Consider an inequation $\frac{(x-2)^6 (x-3)^3 (x-1)}{(x-2)^5 (x-4)^3}>0$. $(x-2)^5$ can be cancelled from both the numerator and denominator with the condition that $x\neq2$ leaving $(x-2)$ in the numerator. Since $(x-2)$ is still in the numerator, , it is a critical point and has to be marked on the number line while solving the inequation using wavy curve method.
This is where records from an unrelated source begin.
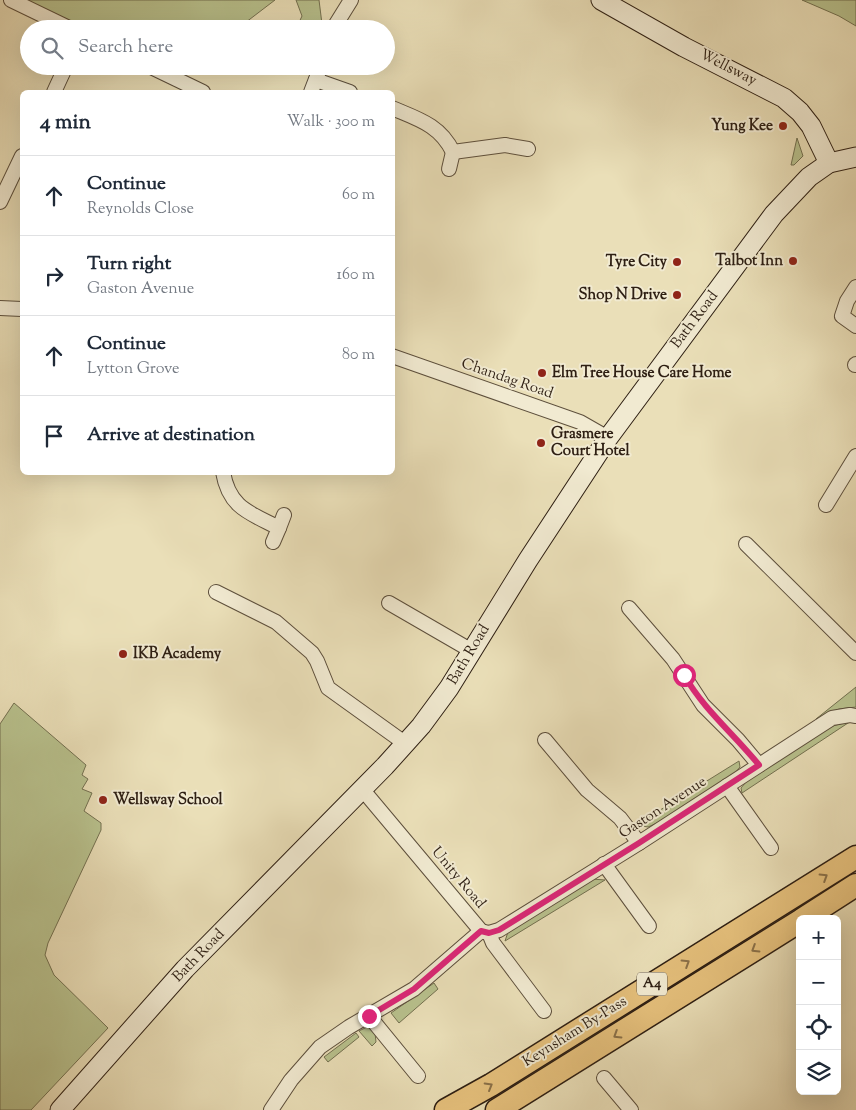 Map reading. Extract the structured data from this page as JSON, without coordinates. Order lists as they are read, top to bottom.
{
  "streets": {
    "highway": ["A4", "Keynsham By-Pass"],
    "main road": ["Wellsway", "Bath Road"],
    "street": ["Chandag Road", "Gaston Avenue", "Unity Road"]
  },
  "crossings": [
    ["Wellsway", "Bath Road"],
    ["Bath Road", "Chandag Road"],
    ["Bath Road", "Unity Road"],
    ["Gaston Avenue", "Unity Road"]
  ],
  "places": [
    "Yung Kee",
    "Talbot Inn",
    "Tyre City",
    "Shop N Drive",
    "Elm Tree House Care Home",
    "Grasmere Court Hotel",
    "IKB Academy",
    "Wellsway School"
  ],
  "page": {
    "search": "Search here",
    "heading": ["4 min", "Walk · 300 m"],
    "list": [
      ["Continue", "Reynolds Close", "60 m"],
      ["Turn right", "Gaston Avenue", "160 m"],
      ["Continue", "Lytton Grove", "80 m"],
      "Arrive at destination"
    ],
    "map_buttons": ["+", "−"]
  }
}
Should $x=2$ be included in the solution or not due to condition of cancellation?

Answer 1

Your function has a removable discontinuity at $x=2$ - the function is not defined there.

If you remove the discontinuity, the value is $0$ and thus the point would not be part of the solution set anyway.

Removing the discontinuity could help in analysing the problem because the function changes sign from $x\lt 2$ to $x\gt 2$. The change of sign exists whether you remove the discontinuity or not, and is relevant to analysis of the solution, but the theorems which go with continuous functions are available to you if you remove the discontinuity. (Effectively one point is removed from the graph.)

Note that if you had the same exponent in numerator and denominator, removing the discontinuity would give a non-zero value, and you would have to exclude the point from the solution set.